After 6 x FCR it was MRD neg im 4/2014. Since then, my blood work was excellent, all green.

The MRD changed over time to 0,1 up to 0.6 of all Leucos.

Then new messures of MRD UD, they told me in Cologne (Prof Hallek), under 0,7 is not detectable.

Then it was messured 0,01! Now, in Jan 2020 it is 0,1 again.

0,1 was already in late 2014.

Sometimes I doubted the mutated/unmutated status and read some abstracts from ASH, that it can sometimes be in between.

Anyway, thinking of the prognosis I got in 2013!!! I am still happy. Although my Prof in 2013 once told me not to be too worrysome and should not google too much, he said, in his opinion, all CLL patients seemes to have a normal lifespan, due to new agents available soon (2013!).

Benlewis profile image
Benlewis

Thanks so much Jeff!

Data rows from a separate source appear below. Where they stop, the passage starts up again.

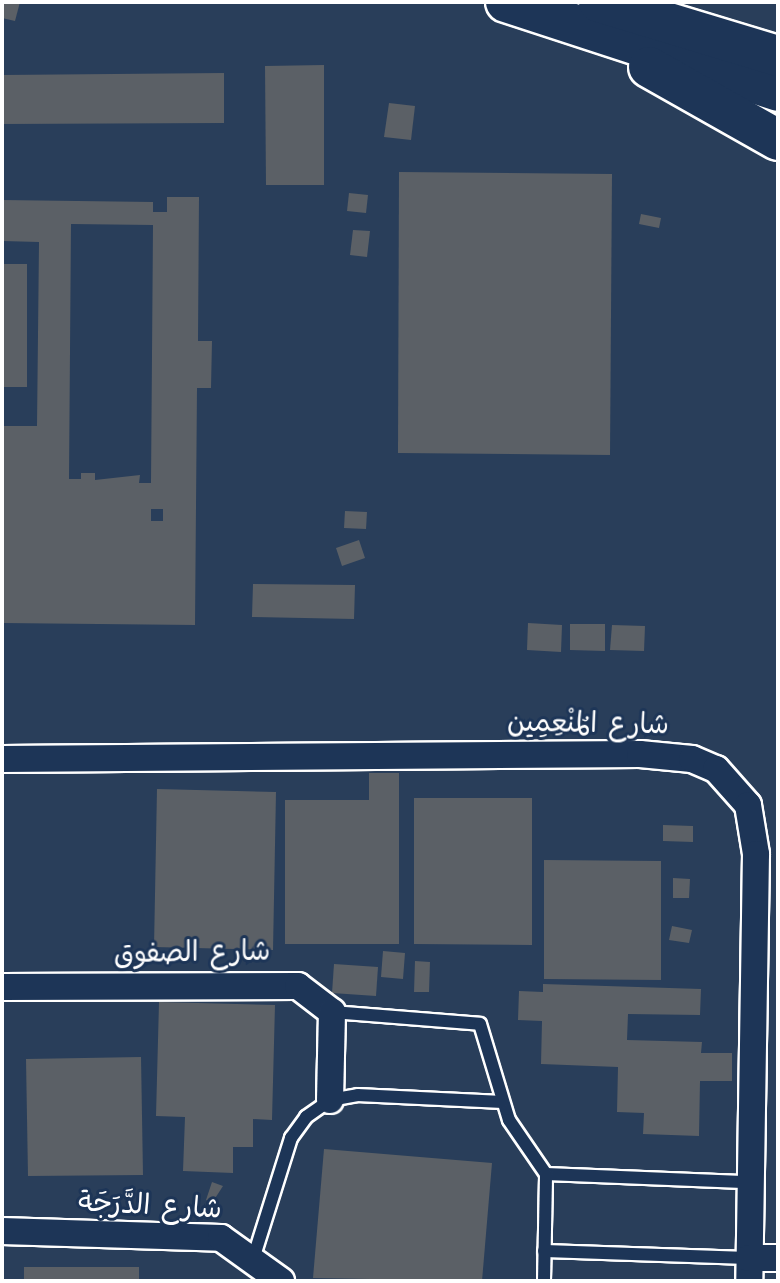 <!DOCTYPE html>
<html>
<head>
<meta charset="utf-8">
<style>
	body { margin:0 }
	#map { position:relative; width:780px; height:1283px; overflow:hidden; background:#293e5a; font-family:"Architects Daughter","Playpen Sans Arabic",sans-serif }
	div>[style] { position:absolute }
	.building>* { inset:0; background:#5b6066 }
	.roads { filter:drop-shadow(2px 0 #fff) drop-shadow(-2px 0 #fff) drop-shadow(0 2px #fff) drop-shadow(0 -2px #fff) }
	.lane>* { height:12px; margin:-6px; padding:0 6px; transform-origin:6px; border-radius:6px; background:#1d3557 }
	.street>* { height:26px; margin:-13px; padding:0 13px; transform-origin:13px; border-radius:13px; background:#1d3557 }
	.primary>* { height:40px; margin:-20px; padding:0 20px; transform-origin:20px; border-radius:20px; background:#1d3557 }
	span { translate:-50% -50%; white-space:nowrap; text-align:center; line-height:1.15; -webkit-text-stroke:6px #1d3557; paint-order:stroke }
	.street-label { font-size:28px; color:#fff }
	.frame { position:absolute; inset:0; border:4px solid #fff; pointer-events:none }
</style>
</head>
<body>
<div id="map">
	<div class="building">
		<div style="clip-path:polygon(2px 2px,20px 2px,15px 21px,2px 18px)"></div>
		<div style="clip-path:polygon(324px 65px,324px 185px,266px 185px,265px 66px)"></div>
		<div style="clip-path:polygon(224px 73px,224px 123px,2px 124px,2px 75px)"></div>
		<div style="clip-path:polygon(389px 103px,415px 106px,411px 140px,384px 137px)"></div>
		<div style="clip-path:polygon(399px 172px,612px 174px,610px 455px,398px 453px)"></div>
		<div style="clip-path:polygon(349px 193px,368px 195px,366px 213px,347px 211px)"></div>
		<div style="clip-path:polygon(evenodd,167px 197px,199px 197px,198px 341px,212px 341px,211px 388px,197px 388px,195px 625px,2px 623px,2px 426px,37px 426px,39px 242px,2px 241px,2px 200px,153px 202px,153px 212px,167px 212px,167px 197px,71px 224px,153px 225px,151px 483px,139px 483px,140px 475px,95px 480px,95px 473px,81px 473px,81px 479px,69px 479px,71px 224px,167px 197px,151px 509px,163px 509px,163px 521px,151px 521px,151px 509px)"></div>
		<div style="clip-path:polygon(641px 214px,661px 218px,659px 228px,639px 224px)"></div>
		<div style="clip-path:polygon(353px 230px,370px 231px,367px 257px,350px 255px)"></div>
		<div style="clip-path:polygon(2px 264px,27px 264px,27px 387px,2px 387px)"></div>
		<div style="clip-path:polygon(345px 511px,367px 512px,366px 529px,344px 528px)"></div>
		<div style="clip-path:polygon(359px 540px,365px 558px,342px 566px,336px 548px)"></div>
		<div style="clip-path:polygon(253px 584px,355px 585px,354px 619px,252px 617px)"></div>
		<div style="clip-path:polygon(528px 623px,562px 625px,561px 652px,527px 650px)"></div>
		<div style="clip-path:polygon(570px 624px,605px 624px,605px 651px,570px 650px)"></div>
		<div style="clip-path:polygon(612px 625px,645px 626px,644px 651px,610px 650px)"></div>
		<div style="clip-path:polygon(369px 773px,399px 773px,399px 944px,285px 944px,285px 800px,369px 800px)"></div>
		<div style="clip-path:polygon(157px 789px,276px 792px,273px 950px,154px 947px)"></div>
		<div style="clip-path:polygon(414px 798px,532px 798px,532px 945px,414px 944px)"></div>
		<div style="clip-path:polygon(663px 825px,693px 826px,693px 842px,663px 841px)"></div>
		<div style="clip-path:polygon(544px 860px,661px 861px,661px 980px,544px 979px)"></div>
		<div style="clip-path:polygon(673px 878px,690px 879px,689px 898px,673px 898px)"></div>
		<div style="clip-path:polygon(672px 926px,692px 930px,689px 943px,669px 940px)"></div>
		<div style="clip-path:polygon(383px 951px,405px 953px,403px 979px,381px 977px)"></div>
		<div style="clip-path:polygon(415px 961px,430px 962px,429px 992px,414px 992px)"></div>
		<div style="clip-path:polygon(334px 964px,378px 967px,376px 996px,332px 993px)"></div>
		<div style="clip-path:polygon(543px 984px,701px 989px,700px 1015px,628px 1014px,627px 1040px,702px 1042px,701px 1053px,732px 1053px,732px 1081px,700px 1081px,699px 1136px,643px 1134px,644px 1113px,617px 1112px,618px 1067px,541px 1064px,542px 1021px,518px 1020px,519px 991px,543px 992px)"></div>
		<div style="clip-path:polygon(159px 1002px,275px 1005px,272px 1120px,253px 1119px,253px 1147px,233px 1147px,233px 1173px,183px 1171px,185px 1117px,156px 1116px)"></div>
		<div style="clip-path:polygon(141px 1057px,143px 1175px,28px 1176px,26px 1059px)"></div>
		<div style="clip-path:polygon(324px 1149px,492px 1163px,482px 1281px,313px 1278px)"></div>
		<div style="clip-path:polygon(212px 1182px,223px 1186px,212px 1203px,206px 1200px)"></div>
		<div style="clip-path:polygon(24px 1267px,139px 1267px,139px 1281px,24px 1281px)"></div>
	</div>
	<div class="roads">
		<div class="lane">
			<div style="left:332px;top:1012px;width:148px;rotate:4.6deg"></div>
			<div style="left:480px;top:1024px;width:100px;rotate:73.2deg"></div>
			<div style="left:509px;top:1120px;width:65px;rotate:55.6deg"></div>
			<div style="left:546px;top:1174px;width:203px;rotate:2.3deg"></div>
			<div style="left:544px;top:1251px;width:205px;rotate:2deg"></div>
			<div style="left:254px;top:1256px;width:124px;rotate:-72.6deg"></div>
			<div style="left:291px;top:1138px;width:26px;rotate:-54deg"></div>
			<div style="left:306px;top:1117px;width:29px;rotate:-35deg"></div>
			<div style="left:330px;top:1100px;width:28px;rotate:-10deg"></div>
			<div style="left:358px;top:1095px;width:144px;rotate:2.8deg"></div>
			<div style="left:544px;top:1281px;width:107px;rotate:-88.9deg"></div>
		</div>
		<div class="street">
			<div style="left:2px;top:759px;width:638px;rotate:-0.45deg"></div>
			<div style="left:640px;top:754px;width:52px;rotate:5.5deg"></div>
			<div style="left:692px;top:759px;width:26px;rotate:23deg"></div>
			<div style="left:716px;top:769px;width:48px;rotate:48.4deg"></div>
			<div style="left:748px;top:805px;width:50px;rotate:80.7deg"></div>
			<div style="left:756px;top:854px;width:427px;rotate:90.9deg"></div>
			<div style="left:2px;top:987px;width:296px;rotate:-0.2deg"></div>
			<div style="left:298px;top:986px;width:43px;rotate:37.4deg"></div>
			<div style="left:332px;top:1012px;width:88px;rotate:91.3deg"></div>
			<div style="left:2px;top:1231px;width:219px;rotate:1.8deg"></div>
			<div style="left:221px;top:1238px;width:74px;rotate:35.6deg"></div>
			<div style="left:749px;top:1258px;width:29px"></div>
		</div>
		<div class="primary">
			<div style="left:506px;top:2px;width:286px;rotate:18.1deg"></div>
			<div style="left:599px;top:2px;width:187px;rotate:16.8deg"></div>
			<div style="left:649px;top:67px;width:148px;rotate:29.5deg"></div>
		</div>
	</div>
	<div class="street-label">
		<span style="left:588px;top:724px;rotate:1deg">شارع المُنْعِمِين</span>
		<span style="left:192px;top:953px;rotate:-1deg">شارع الصفوق</span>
		<span style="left:150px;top:1206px;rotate:3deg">شارع الدَّرَجَة</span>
	</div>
	<div class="frame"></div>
</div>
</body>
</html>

If mutation is a continuous scale, with the higher the mutation % the better, why an arbitrary number of 2% was chosen? Seems to me that it should not be that binary.

cajunjeff profile image
cajunjeff

Ben, from what I have gleaned from what I have read, I do not think the 2% is totally arbitrary. I think rather that 2 is the number where being mutated below that number doesn't confer any real benefit, and where being above two percent does, on average at least. I think case that fall close to the 2% range can act mutated or unmutated.

I do not see IGHV mutation status as some perfect prognostic indicator anyway, folks can be 0% mutated and still do well. I think on average though, 2% is the line where, on average, being mutated showed a benefit over being unmutated.